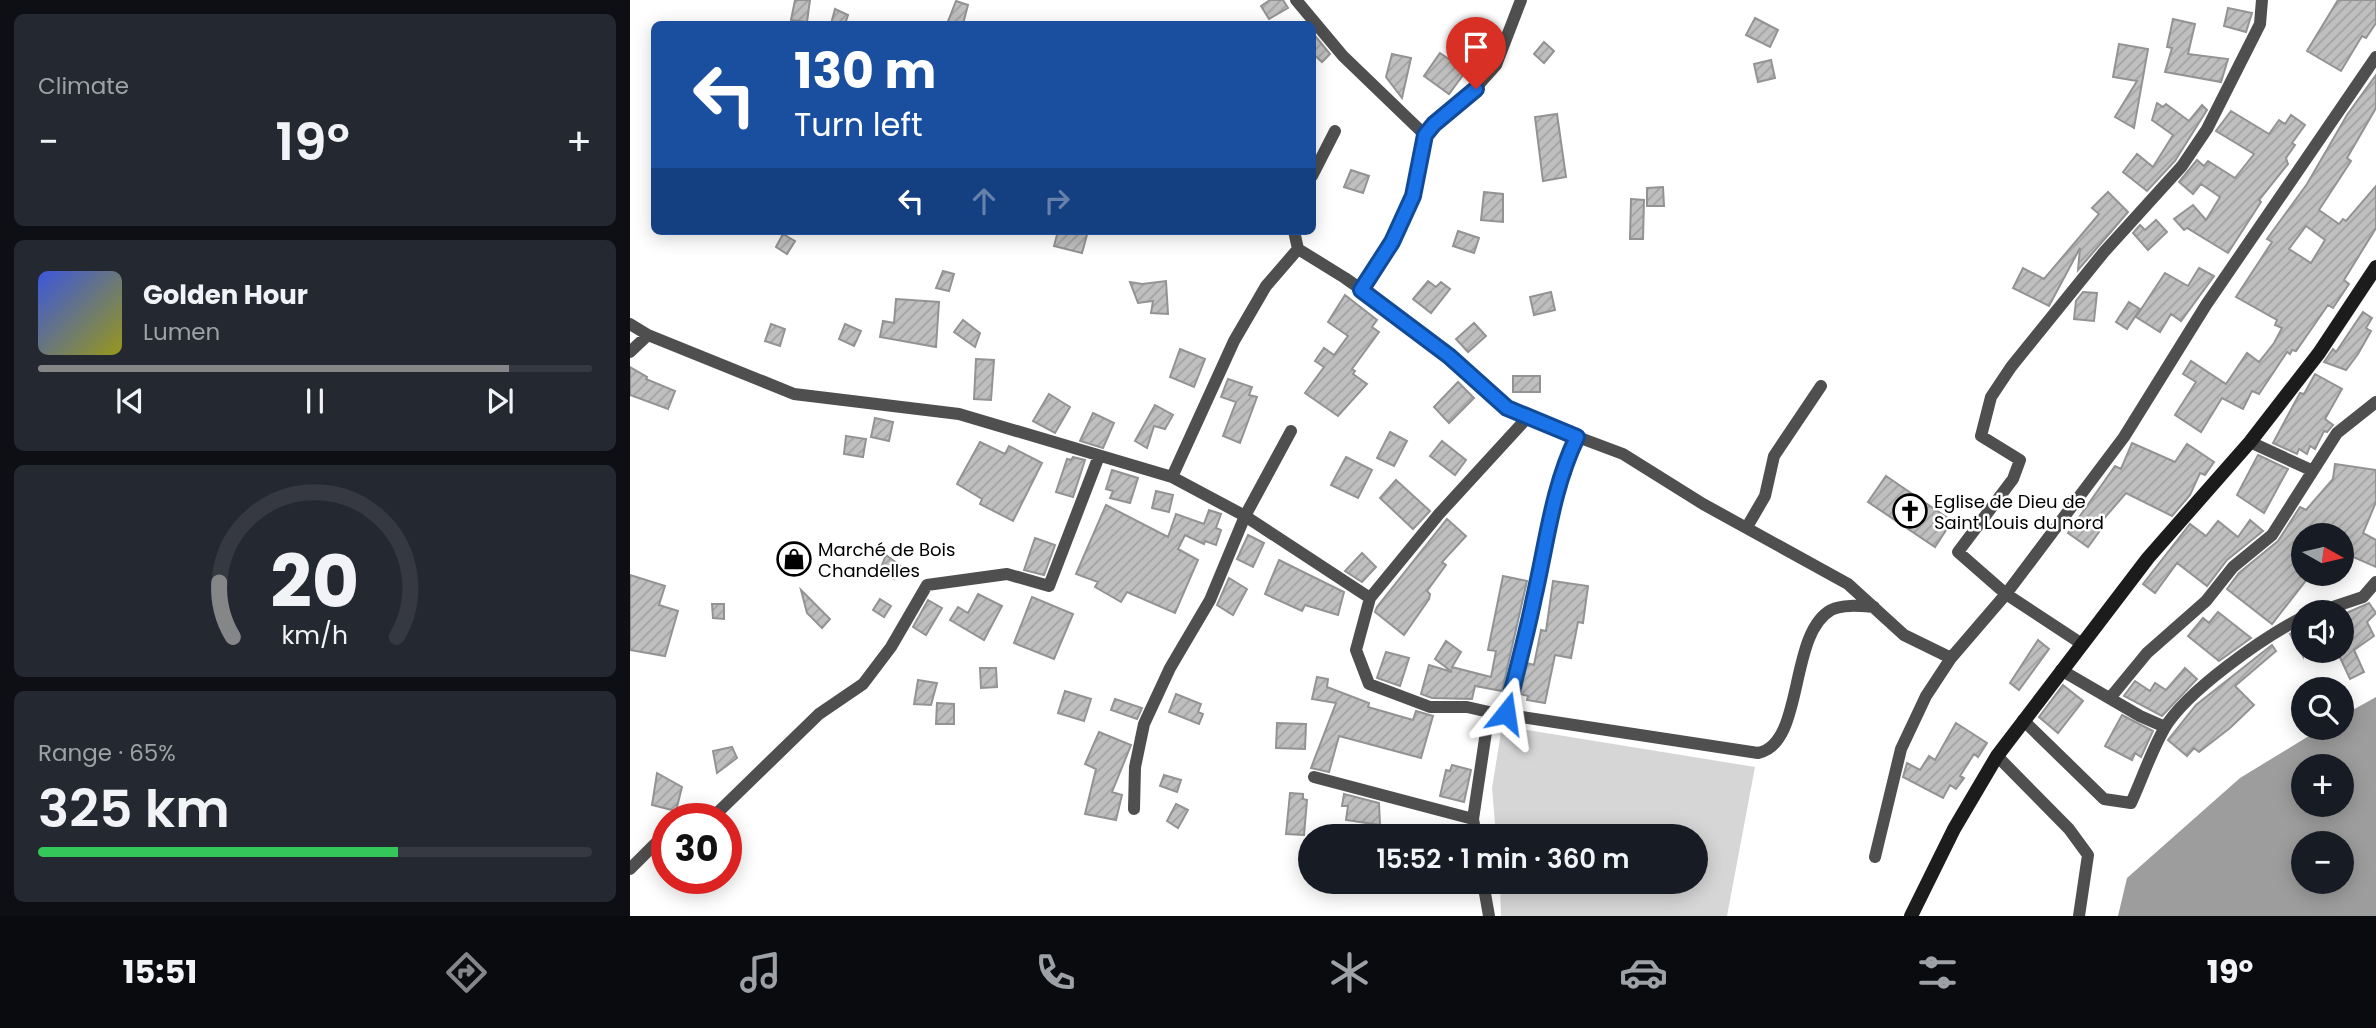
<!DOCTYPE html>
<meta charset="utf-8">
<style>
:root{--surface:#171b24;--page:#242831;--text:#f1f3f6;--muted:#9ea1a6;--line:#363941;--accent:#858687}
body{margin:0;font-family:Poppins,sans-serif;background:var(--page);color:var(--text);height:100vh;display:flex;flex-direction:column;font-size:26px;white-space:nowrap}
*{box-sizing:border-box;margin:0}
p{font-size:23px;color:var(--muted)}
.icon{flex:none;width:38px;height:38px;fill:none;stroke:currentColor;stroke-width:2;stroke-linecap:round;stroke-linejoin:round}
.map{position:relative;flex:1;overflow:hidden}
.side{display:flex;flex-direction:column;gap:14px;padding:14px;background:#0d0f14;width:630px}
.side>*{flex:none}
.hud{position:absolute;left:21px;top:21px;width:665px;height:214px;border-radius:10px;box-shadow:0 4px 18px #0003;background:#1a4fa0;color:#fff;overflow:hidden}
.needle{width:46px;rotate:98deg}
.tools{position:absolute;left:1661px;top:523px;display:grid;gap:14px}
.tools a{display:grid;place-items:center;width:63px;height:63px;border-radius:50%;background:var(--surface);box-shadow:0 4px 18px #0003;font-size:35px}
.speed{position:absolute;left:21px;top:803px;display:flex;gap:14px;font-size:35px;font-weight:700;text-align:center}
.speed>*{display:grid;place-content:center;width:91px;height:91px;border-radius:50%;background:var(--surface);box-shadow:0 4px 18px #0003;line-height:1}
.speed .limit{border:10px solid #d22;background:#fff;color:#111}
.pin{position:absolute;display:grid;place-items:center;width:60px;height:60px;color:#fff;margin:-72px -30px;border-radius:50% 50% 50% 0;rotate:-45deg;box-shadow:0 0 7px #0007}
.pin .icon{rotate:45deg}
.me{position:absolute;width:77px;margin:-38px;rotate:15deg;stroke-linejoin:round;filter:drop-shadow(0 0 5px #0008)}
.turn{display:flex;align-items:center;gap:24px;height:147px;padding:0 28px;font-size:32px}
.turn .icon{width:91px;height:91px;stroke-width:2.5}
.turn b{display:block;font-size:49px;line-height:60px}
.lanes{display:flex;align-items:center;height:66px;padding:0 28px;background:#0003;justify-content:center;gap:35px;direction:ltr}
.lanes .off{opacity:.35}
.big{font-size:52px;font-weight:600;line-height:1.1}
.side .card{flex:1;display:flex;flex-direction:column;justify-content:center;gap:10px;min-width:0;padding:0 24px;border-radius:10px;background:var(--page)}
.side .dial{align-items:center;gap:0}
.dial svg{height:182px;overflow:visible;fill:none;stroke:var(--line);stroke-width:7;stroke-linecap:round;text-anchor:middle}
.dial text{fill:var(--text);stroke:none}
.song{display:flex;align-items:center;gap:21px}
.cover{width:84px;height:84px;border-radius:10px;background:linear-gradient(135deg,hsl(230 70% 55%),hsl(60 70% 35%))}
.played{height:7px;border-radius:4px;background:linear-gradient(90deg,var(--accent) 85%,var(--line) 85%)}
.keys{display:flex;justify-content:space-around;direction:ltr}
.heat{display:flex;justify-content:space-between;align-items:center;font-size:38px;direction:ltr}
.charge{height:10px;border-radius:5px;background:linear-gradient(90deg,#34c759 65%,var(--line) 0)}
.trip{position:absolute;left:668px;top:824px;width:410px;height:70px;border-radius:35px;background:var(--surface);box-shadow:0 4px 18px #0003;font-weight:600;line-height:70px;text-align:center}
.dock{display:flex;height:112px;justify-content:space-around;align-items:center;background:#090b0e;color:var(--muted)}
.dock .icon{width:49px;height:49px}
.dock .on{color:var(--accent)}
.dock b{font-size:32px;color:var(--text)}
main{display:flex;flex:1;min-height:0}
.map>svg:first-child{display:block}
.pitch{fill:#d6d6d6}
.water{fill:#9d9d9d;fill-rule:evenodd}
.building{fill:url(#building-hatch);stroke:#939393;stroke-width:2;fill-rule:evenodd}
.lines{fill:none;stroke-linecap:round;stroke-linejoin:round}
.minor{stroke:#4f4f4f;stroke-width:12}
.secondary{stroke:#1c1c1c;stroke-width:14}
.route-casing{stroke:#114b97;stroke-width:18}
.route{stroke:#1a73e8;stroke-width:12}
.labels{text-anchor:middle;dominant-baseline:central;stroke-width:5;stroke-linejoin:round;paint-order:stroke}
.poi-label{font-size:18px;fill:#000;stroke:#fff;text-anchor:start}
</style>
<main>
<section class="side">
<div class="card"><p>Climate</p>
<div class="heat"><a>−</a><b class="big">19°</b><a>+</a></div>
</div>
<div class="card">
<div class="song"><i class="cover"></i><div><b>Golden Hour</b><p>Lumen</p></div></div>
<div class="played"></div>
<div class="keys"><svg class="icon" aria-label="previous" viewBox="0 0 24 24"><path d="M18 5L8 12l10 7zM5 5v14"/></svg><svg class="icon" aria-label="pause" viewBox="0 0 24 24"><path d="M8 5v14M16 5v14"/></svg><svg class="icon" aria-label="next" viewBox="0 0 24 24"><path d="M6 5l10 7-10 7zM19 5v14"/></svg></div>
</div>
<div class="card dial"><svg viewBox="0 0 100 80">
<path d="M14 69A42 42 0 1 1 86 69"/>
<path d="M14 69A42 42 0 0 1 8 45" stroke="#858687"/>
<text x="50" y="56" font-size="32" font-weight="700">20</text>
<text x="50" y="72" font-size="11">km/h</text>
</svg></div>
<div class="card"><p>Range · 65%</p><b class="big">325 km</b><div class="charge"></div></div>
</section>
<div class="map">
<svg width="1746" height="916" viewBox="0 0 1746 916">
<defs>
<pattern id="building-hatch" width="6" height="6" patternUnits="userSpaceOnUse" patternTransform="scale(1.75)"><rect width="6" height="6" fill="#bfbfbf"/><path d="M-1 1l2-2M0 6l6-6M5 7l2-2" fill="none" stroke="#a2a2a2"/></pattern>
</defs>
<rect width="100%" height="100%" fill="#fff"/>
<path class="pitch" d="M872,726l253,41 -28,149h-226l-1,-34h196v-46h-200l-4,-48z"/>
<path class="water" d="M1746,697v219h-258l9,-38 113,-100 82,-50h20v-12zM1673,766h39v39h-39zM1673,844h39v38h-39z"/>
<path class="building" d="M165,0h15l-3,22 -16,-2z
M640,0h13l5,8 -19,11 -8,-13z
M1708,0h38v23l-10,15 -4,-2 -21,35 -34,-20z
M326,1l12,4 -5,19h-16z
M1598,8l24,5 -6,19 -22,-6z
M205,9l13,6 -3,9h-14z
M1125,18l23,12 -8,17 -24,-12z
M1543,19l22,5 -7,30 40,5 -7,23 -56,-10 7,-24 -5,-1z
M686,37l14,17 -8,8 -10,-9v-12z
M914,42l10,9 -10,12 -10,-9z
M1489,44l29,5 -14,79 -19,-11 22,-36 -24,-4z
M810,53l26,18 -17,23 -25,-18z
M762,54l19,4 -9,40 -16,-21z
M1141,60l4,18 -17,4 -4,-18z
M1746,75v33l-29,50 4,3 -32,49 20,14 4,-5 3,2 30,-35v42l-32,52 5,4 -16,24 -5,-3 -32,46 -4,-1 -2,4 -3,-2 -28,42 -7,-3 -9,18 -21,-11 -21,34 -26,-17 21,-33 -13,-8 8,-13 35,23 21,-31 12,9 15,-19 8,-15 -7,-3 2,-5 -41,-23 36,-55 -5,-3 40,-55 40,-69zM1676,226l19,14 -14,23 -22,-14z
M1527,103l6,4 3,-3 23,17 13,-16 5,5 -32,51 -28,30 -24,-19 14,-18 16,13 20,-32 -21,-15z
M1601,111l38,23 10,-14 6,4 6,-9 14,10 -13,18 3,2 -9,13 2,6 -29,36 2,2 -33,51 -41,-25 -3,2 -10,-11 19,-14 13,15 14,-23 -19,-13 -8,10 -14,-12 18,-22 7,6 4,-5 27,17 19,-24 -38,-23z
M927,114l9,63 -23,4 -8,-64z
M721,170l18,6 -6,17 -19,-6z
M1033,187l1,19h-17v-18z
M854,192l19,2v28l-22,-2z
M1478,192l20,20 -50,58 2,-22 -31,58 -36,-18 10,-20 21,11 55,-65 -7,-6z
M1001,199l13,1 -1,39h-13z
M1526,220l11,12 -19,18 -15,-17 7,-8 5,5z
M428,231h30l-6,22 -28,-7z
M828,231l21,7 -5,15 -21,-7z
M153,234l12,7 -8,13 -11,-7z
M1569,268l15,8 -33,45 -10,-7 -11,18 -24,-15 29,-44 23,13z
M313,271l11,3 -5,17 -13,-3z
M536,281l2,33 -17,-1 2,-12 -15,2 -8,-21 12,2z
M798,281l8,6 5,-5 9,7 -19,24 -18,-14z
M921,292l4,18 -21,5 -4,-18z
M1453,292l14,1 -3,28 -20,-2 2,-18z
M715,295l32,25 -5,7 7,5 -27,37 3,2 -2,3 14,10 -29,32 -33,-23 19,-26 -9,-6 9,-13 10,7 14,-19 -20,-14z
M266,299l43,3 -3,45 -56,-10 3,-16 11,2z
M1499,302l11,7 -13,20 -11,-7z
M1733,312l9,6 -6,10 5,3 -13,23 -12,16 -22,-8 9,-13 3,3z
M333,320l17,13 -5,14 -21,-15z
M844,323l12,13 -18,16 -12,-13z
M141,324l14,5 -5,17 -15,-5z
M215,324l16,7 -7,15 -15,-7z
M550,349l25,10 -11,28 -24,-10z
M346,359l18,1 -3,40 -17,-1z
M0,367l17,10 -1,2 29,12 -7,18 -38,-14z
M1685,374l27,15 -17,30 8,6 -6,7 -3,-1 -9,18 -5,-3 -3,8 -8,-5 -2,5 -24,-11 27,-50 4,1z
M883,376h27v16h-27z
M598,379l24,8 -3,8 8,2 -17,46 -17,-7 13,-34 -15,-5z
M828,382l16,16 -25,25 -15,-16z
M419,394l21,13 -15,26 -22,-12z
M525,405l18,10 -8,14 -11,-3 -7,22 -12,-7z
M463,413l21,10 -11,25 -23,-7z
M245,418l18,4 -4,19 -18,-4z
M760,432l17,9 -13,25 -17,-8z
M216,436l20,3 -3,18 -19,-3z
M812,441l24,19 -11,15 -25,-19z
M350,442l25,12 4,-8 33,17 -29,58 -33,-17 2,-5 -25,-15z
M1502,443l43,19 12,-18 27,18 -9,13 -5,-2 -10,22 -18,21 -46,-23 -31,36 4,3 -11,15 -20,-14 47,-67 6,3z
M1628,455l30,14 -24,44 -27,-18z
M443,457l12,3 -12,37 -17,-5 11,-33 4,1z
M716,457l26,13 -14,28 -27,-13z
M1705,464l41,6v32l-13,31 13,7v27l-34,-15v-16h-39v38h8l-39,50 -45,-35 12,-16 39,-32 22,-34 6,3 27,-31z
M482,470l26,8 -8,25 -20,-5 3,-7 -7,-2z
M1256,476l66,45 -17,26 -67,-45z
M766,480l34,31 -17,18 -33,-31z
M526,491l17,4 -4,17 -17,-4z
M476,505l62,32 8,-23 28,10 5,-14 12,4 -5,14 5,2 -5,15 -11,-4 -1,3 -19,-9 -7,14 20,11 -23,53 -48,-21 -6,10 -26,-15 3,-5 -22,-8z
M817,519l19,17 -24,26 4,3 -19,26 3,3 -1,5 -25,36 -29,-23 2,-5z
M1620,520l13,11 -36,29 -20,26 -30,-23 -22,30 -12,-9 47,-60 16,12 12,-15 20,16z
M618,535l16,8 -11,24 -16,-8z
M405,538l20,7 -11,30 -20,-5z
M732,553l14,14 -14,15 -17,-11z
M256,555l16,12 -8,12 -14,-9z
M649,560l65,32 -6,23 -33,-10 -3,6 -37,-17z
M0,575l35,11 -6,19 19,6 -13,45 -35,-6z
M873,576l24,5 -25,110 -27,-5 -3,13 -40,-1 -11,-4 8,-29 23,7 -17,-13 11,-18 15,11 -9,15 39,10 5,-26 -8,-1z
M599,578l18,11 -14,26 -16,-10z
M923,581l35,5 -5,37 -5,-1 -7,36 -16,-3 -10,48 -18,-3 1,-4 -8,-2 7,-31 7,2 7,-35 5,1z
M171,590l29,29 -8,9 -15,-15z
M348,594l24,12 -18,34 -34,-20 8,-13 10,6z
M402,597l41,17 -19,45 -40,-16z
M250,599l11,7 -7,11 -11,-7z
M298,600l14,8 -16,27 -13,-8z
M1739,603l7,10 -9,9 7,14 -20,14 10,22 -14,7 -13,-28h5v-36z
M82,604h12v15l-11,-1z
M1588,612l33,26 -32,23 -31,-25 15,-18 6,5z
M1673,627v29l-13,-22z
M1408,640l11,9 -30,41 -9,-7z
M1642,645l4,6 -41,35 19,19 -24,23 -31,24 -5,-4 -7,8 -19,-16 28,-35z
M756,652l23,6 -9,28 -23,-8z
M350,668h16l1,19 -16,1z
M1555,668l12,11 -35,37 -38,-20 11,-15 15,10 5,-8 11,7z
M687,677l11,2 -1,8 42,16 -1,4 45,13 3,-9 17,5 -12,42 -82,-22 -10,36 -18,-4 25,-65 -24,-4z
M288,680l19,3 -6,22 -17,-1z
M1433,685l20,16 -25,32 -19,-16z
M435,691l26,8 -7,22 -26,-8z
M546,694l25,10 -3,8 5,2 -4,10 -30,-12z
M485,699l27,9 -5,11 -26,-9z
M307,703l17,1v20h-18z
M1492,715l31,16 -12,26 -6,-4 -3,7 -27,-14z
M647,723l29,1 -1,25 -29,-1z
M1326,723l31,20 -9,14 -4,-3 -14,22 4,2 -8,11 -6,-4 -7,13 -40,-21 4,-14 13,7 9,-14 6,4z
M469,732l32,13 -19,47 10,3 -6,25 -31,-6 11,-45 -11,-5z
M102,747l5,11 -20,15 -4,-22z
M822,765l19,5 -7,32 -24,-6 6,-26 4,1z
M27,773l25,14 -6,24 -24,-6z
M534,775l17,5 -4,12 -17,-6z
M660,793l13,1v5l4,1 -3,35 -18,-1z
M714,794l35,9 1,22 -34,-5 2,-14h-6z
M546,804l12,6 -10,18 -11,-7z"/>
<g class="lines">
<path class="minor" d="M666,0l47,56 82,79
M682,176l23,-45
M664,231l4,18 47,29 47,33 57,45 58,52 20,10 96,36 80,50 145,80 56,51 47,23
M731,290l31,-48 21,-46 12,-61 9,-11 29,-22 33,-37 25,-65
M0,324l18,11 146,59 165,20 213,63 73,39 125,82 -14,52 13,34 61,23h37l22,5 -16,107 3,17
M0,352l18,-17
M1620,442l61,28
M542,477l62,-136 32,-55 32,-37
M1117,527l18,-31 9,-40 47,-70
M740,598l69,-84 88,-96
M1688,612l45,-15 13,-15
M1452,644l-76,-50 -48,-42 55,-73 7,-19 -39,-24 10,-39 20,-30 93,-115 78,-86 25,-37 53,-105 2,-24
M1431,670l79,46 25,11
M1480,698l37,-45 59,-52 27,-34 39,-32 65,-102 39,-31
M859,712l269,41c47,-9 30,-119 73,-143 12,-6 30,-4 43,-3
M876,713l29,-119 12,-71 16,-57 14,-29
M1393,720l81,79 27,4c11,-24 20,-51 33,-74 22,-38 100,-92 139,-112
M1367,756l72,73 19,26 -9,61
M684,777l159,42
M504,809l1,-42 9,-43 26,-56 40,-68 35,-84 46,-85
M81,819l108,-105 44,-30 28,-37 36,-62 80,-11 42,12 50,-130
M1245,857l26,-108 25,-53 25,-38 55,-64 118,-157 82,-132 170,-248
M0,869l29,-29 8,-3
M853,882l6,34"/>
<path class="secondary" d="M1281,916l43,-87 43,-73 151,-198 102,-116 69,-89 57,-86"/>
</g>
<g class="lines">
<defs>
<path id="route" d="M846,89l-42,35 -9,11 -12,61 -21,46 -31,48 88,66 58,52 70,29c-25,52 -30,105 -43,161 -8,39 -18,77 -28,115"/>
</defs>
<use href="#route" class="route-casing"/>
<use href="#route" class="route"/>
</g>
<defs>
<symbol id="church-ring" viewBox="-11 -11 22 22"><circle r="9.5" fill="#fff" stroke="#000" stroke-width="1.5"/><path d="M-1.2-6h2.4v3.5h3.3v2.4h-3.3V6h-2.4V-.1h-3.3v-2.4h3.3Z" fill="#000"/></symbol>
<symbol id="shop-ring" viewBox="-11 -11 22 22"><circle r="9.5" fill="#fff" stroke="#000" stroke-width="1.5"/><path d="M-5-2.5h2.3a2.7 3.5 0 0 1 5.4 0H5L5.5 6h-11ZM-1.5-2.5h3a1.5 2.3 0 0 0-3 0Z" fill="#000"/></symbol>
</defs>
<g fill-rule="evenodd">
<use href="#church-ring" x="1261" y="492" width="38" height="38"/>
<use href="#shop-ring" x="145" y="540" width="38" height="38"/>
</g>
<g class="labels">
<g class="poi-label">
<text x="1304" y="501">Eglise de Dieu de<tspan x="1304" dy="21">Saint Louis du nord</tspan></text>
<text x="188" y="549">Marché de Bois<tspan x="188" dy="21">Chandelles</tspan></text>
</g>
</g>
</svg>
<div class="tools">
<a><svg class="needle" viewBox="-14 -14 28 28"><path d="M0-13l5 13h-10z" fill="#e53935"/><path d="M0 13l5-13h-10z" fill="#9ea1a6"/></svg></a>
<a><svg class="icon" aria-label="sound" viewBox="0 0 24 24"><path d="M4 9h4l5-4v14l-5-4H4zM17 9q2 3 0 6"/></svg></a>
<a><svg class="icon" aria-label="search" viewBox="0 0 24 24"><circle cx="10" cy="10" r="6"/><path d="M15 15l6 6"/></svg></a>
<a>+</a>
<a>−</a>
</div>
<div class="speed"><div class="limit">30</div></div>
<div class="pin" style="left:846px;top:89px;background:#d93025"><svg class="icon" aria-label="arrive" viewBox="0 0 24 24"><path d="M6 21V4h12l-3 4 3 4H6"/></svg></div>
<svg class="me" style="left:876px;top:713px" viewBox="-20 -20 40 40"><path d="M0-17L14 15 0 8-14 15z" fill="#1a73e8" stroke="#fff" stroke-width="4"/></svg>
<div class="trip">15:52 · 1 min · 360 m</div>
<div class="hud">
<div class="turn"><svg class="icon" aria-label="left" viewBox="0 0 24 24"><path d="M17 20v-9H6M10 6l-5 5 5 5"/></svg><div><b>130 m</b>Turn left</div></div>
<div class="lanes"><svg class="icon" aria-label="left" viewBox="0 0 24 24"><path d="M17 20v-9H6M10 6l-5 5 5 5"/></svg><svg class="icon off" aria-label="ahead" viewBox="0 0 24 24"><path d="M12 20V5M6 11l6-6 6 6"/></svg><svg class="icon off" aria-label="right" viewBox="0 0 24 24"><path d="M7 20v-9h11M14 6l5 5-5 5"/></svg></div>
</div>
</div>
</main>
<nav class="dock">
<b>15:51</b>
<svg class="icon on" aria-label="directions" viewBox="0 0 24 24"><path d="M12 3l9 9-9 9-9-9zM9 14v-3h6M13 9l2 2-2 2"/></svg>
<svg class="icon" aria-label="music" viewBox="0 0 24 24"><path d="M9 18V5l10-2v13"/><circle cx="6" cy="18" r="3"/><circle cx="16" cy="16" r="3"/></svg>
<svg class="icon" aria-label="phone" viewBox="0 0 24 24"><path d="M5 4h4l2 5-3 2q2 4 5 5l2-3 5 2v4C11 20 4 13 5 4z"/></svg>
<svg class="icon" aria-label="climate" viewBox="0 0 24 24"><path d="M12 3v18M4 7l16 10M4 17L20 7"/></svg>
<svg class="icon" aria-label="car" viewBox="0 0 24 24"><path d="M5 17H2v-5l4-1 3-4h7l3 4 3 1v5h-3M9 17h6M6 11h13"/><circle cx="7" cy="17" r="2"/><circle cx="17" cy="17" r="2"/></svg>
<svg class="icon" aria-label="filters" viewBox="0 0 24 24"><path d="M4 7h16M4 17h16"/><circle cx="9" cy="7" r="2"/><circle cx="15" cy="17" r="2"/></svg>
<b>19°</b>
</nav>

+ + + + +

WORK REQUIRED: Copy all lines of the records that have the string "played" in them.

THE ANSWER:
.played{height:7px;border-radius:4px;background:linear-gradient(90deg,var(--accent) 85%,var(--line) 85%)}
<div class="played"></div>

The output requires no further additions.